[Collected data entries]
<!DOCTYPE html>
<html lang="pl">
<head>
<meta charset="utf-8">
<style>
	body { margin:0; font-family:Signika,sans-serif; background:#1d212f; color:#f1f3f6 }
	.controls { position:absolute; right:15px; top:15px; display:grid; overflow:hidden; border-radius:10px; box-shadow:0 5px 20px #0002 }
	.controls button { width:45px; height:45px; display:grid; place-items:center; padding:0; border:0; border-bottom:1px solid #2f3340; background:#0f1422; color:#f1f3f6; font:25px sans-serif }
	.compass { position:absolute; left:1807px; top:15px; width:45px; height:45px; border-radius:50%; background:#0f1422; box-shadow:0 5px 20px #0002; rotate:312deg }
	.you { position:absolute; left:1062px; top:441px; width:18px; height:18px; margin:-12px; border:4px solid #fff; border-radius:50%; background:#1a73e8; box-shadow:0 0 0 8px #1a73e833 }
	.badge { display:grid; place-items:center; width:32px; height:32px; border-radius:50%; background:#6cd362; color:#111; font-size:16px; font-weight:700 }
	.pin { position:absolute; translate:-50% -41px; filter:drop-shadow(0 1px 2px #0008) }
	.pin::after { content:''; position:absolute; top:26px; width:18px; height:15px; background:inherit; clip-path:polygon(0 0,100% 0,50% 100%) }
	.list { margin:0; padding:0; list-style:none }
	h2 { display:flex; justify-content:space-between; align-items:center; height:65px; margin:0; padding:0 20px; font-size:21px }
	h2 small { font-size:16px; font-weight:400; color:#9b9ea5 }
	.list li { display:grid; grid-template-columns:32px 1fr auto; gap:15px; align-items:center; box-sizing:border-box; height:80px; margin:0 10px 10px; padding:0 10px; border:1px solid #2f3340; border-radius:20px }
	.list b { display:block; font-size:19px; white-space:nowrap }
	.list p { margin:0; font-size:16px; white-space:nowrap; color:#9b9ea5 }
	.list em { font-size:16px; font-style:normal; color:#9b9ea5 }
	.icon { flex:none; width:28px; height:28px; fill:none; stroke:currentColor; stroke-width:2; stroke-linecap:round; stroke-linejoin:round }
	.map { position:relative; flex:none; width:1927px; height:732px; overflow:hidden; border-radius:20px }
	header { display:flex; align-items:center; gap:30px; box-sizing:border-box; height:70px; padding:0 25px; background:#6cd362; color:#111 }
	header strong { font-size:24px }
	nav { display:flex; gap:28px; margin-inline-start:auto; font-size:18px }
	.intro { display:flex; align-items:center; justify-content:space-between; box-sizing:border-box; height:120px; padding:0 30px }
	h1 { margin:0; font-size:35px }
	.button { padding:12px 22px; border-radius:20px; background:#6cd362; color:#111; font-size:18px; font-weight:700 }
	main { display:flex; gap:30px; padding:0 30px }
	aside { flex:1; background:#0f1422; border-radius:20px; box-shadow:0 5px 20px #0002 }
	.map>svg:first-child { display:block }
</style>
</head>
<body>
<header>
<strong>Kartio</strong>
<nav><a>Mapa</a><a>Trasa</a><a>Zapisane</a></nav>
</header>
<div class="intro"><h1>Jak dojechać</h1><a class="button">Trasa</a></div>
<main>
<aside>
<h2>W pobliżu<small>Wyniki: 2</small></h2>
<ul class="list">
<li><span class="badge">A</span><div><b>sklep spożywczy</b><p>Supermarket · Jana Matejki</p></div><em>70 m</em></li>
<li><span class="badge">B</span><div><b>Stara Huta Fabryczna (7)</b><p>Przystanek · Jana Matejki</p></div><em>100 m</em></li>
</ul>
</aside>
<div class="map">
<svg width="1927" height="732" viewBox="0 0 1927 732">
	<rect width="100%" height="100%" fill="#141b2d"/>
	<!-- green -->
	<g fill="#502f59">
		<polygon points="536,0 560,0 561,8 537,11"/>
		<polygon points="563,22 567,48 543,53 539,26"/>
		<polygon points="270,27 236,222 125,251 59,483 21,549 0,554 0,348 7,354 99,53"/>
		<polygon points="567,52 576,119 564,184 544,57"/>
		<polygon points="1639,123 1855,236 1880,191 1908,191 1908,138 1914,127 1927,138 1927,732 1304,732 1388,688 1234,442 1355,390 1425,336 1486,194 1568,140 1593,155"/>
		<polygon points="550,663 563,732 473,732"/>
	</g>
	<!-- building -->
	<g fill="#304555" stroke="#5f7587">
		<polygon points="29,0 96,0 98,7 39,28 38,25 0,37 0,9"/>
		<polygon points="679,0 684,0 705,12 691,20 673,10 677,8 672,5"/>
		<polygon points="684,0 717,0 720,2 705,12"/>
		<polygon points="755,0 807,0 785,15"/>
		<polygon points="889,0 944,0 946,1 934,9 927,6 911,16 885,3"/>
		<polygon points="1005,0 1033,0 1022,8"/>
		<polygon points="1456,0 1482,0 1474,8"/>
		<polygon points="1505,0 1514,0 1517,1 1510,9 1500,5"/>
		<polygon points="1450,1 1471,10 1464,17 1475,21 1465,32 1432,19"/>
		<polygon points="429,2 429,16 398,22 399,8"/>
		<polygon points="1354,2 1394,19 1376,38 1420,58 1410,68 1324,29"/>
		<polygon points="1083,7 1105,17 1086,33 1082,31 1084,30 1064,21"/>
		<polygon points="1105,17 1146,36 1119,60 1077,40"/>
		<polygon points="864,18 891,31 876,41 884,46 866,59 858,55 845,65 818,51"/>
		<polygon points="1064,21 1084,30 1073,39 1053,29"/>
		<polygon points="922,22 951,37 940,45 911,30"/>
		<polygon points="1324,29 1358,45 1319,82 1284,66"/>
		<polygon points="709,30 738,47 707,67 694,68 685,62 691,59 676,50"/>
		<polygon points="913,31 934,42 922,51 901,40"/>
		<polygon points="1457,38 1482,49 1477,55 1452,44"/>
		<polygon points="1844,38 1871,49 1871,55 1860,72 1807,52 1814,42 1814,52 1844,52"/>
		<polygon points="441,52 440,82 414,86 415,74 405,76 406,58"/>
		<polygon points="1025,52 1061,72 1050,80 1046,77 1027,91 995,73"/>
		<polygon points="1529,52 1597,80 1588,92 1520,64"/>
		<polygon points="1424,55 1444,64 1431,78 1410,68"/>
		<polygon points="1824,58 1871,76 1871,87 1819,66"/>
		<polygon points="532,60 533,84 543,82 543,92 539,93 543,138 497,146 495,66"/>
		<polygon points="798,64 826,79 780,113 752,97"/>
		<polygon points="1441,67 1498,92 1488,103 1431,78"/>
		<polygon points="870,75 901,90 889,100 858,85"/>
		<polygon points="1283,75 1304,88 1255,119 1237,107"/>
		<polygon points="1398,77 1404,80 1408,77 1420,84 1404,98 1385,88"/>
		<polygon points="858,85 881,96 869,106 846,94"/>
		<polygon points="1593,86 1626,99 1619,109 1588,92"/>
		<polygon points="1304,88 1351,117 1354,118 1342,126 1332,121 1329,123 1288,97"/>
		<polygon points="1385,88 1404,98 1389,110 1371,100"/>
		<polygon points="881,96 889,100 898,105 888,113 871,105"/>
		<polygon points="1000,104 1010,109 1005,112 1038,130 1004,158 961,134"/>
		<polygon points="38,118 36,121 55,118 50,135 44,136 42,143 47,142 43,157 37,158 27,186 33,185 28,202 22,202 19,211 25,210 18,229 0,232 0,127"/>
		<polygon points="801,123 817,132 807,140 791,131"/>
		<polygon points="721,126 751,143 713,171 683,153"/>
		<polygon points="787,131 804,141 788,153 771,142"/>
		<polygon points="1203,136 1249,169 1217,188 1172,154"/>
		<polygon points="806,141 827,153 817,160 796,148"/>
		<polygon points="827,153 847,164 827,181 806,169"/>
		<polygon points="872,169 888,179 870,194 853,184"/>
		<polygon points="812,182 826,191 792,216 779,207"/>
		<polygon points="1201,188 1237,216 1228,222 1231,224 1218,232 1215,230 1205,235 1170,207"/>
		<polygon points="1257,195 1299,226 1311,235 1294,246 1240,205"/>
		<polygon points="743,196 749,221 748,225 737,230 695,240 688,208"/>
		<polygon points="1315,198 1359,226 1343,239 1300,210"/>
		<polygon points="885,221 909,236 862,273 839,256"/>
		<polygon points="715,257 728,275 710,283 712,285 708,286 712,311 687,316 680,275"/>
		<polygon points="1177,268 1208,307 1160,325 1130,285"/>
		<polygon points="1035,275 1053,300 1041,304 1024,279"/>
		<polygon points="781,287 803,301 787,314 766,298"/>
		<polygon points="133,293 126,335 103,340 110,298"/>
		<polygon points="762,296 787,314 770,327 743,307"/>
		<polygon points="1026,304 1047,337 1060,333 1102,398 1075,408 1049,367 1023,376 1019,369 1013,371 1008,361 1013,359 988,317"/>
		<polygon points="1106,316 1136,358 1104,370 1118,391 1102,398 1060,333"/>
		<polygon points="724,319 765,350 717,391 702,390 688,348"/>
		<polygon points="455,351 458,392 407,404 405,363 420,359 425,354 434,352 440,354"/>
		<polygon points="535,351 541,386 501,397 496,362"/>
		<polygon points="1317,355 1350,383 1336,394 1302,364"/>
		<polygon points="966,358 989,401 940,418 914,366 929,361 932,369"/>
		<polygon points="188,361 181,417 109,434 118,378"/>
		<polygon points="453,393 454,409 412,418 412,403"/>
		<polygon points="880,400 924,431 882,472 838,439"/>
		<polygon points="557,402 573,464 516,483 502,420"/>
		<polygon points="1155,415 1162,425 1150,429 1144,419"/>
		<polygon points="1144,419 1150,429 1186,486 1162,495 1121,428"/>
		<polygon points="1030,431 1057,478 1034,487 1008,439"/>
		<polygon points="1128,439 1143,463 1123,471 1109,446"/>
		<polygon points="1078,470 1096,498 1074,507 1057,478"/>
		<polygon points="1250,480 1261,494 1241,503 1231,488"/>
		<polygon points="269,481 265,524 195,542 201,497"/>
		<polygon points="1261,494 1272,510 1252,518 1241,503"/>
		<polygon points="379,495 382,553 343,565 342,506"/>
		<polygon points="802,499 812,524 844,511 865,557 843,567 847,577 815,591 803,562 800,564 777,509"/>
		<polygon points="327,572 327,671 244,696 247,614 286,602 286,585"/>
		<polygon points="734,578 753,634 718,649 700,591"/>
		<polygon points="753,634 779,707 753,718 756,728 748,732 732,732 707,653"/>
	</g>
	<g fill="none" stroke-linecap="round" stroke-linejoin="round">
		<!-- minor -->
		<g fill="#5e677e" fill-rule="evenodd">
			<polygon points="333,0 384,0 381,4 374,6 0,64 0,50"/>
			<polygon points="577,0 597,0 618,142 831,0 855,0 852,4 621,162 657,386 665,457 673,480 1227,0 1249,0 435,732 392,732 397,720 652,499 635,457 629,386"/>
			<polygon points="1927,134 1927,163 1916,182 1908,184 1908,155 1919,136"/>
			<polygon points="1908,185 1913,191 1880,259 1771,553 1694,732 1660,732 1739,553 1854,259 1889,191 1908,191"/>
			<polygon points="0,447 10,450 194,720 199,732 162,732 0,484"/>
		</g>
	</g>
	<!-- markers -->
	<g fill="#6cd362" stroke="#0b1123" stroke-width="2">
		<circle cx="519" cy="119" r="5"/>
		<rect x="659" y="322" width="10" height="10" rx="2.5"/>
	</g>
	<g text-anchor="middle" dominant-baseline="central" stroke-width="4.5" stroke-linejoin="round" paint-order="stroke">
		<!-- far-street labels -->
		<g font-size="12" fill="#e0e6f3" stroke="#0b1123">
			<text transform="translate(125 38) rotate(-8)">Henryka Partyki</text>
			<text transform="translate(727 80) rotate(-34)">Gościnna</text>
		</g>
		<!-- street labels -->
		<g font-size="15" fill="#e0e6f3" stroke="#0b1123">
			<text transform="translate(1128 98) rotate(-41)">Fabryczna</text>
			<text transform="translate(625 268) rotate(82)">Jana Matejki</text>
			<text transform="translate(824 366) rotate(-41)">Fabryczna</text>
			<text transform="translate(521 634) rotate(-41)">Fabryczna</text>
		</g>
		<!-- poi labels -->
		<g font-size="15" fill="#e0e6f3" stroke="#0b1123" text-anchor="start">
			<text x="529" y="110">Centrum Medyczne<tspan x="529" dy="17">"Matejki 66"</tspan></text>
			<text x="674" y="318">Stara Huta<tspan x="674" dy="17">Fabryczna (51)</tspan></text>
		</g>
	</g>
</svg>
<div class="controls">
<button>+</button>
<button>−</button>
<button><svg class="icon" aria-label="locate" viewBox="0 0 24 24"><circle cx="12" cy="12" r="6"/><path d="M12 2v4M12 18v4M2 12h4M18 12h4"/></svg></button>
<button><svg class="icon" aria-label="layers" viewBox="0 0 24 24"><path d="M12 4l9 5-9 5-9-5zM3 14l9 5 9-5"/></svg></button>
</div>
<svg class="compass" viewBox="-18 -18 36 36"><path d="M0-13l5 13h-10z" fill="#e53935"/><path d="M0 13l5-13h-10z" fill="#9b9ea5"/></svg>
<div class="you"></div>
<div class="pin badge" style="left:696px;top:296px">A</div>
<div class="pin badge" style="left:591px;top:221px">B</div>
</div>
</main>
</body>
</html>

EXERCISE AIM: Among the records above, repeat exactly the line with "position:absolute; right:15px; top:15px;", the line with "margin:0; padding:0; list-style:none", and every line in between, and only those.

SOLUTION TO THIS EXERCISE:
	.controls { position:absolute; right:15px; top:15px; display:grid; overflow:hidden; border-radius:10px; box-shadow:0 5px 20px #0002 }
	.controls button { width:45px; height:45px; display:grid; place-items:center; padding:0; border:0; border-bottom:1px solid #2f3340; background:#0f1422; color:#f1f3f6; font:25px sans-serif }
	.compass { position:absolute; left:1807px; top:15px; width:45px; height:45px; border-radius:50%; background:#0f1422; box-shadow:0 5px 20px #0002; rotate:312deg }
	.you { position:absolute; left:1062px; top:441px; width:18px; height:18px; margin:-12px; border:4px solid #fff; border-radius:50%; background:#1a73e8; box-shadow:0 0 0 8px #1a73e833 }
	.badge { display:grid; place-items:center; width:32px; height:32px; border-radius:50%; background:#6cd362; color:#111; font-size:16px; font-weight:700 }
	.pin { position:absolute; translate:-50% -41px; filter:drop-shadow(0 1px 2px #0008) }
	.pin::after { content:''; position:absolute; top:26px; width:18px; height:15px; background:inherit; clip-path:polygon(0 0,100% 0,50% 100%) }
	.list { margin:0; padding:0; list-style:none }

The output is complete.